E’ stata pubblicata da la Repubblica– nella rubrica Invece Concita, curata da Concita De Gregorio– la storia di Luca, vittima di un grave e pauroso incidente stradale, a Bologna, in pieno centro urbano. E Luca fa parte della lunga e folta schiera di giovani del territorio nostrano trapiantati da anni in tante realtà cittadine delle regioni del Nord o all’estero, ben integrati sia nelle attività produttive che nei contesti sociali per competenze, formazione professionale e cultura. Una storia, la sua, raccontata al giornale romano dal professore Raffaele Stago, 74.enne, docente di Matematica in pensione, trapiantato da qualche anno a Sassuolo e suocero di Luca. Eccola nella sua stesura integrale.
“Il 21 febbraio un giovanottone di 38 anni, di nome Luca, è stato ricoverato in ospedale a Codogno,paziente zero, primo contagiato italiano di Covid–19. Quello stesso giorno, intorno alle ore 21, un altro Luca, mio genero, anche lui di 38 anni, (quando si dice il caso) viene investito da un auto nel centro di Bologna, mentre, in motorino, va al ristorante che gestisce con altri soci. Impatto durissimo, Luca viene sbalzato via, vola sul selciato e rimane lì privo di sensi. Un passante ( un medico) si rende conto della gravità della situazione, chiama il 118 e nel frattempo gli pratica una manovra di assestamento della testa, per evitargli il soffocamento da parte della lingua.

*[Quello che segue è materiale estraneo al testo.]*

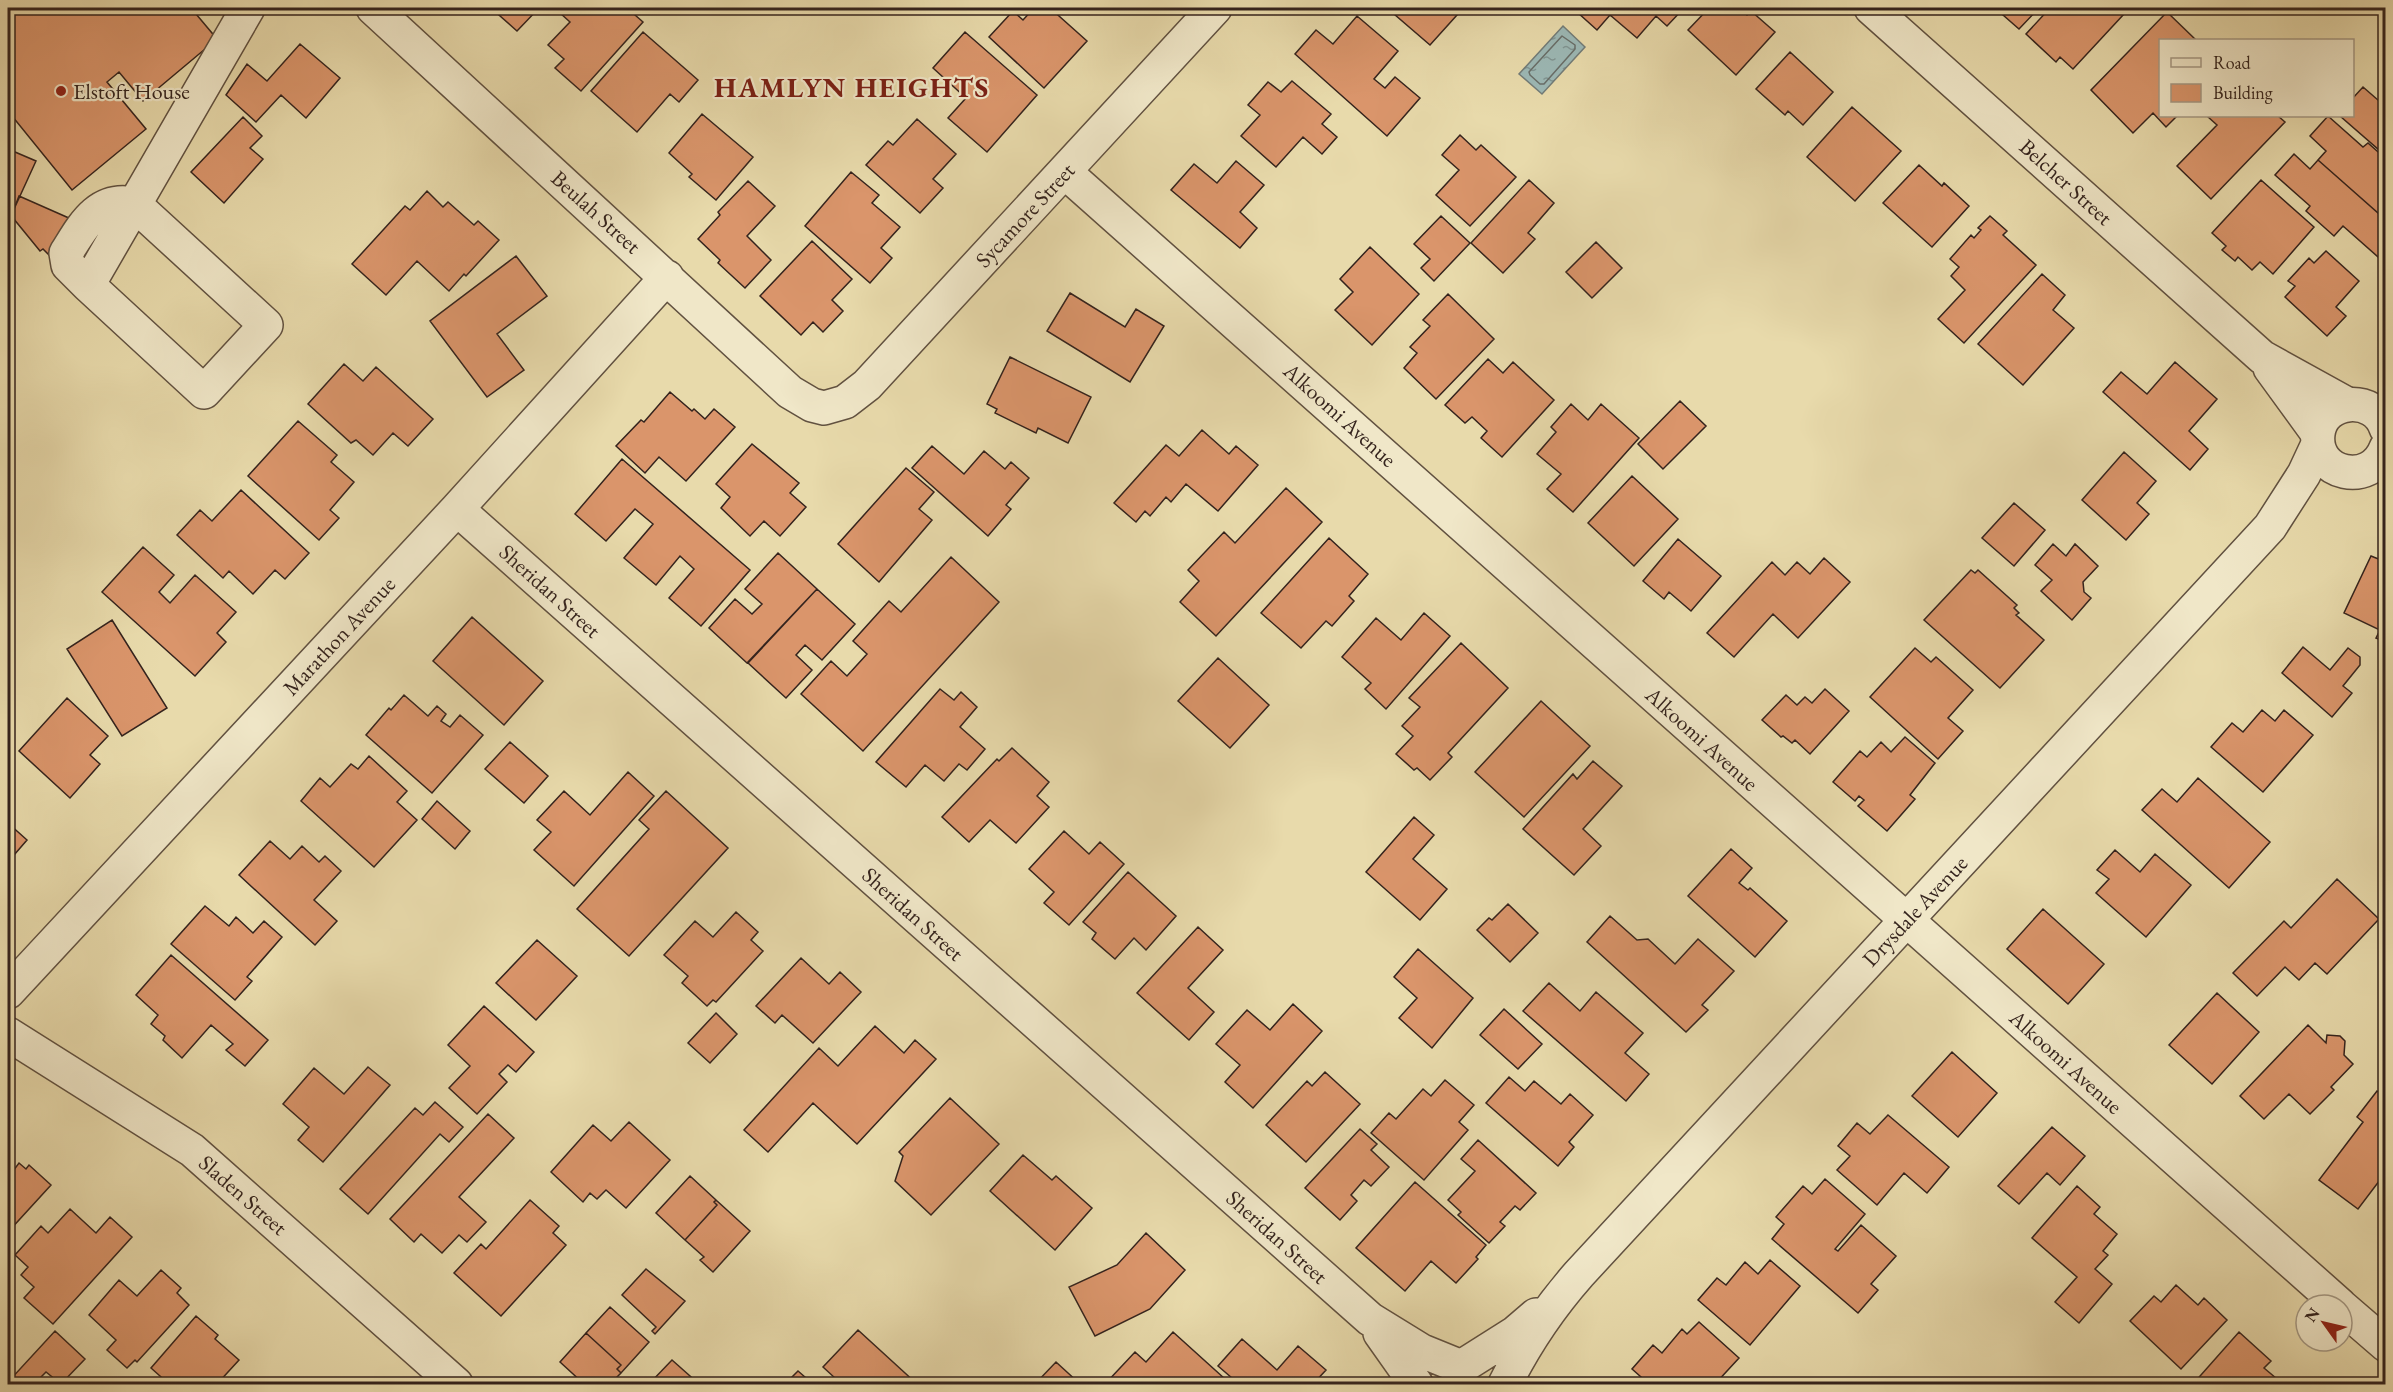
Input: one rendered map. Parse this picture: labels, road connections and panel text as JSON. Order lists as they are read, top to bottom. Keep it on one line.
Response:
{"streets":{"street":["Belcher Street","Beulah Street","Sycamore Street","Alkoomi Avenue","Sheridan Street","Marathon Avenue","Drysdale Avenue","Sladen Street"]},"crossings":[["Belcher Street","Drysdale Avenue"],["Beulah Street","Sycamore Street"],["Beulah Street","Marathon Avenue"],["Sycamore Street","Alkoomi Avenue"],["Alkoomi Avenue","Drysdale Avenue"],["Sheridan Street","Marathon Avenue"],["Sheridan Street","Drysdale Avenue"]],"districts":["HAMLYN HEIGHTS"],"places":["Elstoft House"],"legend":["Road","Building"],"north":"top left"}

Luca viene ricoverato e subito intubato, perché i suoi polmoni sono fuori uso,è in coma farmacologico, con la gabbia toracica a pezzi, è tenuto in vita dal respiratore automatico. La dottoressa che lo prende in carico al pronto soccorso, ci dice di prepararci al peggio. Luca è in rianimazione dove, per qualche ora al giorno, riusciamo ad avvicinarci a lui. Nei giorni successivi dilaga l’epidemia e anche Luca viene sottoposto al tampone. Dopo qualche ora il referto: positivo al coronavirus. La trepidazione diventa disperazione assoluta. Luca viene messo in isolamento e noi tutti in quarantena precauzionale.

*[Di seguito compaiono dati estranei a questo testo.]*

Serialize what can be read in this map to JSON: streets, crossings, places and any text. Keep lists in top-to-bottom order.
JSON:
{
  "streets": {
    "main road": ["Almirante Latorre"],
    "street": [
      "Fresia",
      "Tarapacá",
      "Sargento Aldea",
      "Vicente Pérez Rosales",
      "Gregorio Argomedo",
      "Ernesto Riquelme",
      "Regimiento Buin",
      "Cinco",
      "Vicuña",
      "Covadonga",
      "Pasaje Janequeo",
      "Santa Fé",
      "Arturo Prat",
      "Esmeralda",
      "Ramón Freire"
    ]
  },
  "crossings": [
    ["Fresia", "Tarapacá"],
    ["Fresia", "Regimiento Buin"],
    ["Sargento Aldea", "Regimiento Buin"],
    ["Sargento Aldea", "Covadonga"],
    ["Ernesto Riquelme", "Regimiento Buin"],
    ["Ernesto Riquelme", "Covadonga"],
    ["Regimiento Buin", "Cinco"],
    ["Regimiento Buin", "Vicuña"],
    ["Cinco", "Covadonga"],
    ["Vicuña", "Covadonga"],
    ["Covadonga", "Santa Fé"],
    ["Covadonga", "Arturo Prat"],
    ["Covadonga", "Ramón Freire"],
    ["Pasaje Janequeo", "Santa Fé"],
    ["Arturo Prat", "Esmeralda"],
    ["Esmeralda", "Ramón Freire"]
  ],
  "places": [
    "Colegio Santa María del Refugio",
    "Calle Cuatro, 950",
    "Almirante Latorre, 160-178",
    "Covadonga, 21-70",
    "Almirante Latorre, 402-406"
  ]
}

I medici del reparto ci ragguagliano per telefono: la febbre è altalenante come le infezioni batterica e virale. A due settimane dall’incidente, qualche miglioramento: la sedazione viene gradualmente ridotta. Luca ha ancora bisogno di aiuto per respirare, si passa alla tracheotomia. Finalmente la febbre scompare e le analisi danno segnali incoraggianti. A un mese dall’incidente le nostre speranze si rafforzano: Luca è sempre più cosciente, reagisce agli stimoli ed è sempre più autonomo dal supporto respiratorio. Viene trasferito in un altro ospedale, perché in terapia intensiva bisogna far posto ad altri e Luca è ormai ritenuto fuori pericolo.

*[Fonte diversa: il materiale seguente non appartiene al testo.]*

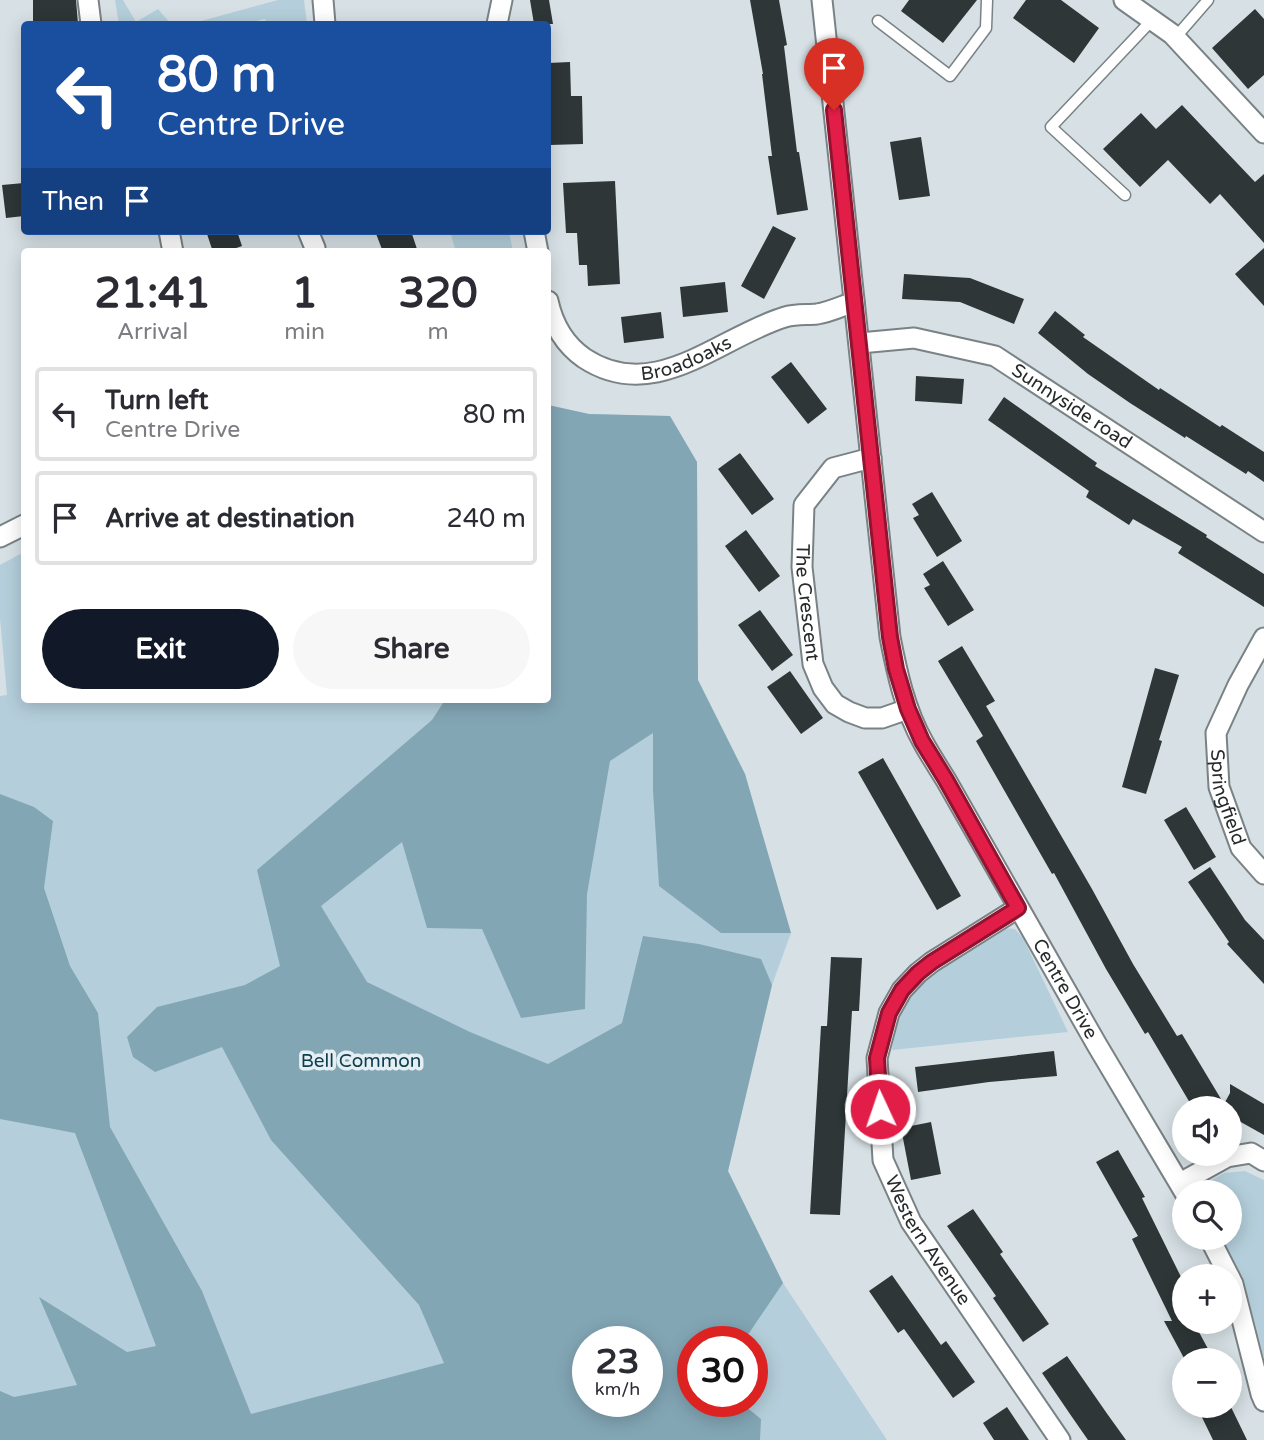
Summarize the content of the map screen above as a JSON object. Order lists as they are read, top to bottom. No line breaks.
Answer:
{"streets":{"street":["Broadoaks","Sunnyside road","The Crescent","Springfield","Centre Drive","Western Avenue"]},"crossings":[["Broadoaks","Centre Drive"],["Sunnyside road","Centre Drive"],["The Crescent","Centre Drive"],["Centre Drive","Western Avenue"]],"parks":["Bell Common"],"page":{"turn":["80 m","Centre Drive"],"then":"Then","eta":["21:41","Arrival","1","min","320","m"],"list":[{"name":"Turn left","note":"Centre Drive","value":"80 m"},{"name":"Arrive at destination","value":"240 m"}],"buttons":["Exit","Share"],"map_buttons":["+","−"],"speed":"23 km/h","limit":"30"}}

Nei giorni successivi viene sottoposto a due tamponi a distanza di 24 ore: entrambi negativi. Dopo 42 giorni di degenza Luca viene dimesso: é smagrito, ma lucidissimo e vuole riprendersi la sua vita. Noi tutti siamo con lui. Non so se i miracoli esistono, in ogni caso ci siamo andati molto vicino e in epoca di coronavirus non è poco. Un alleluia per tutti”.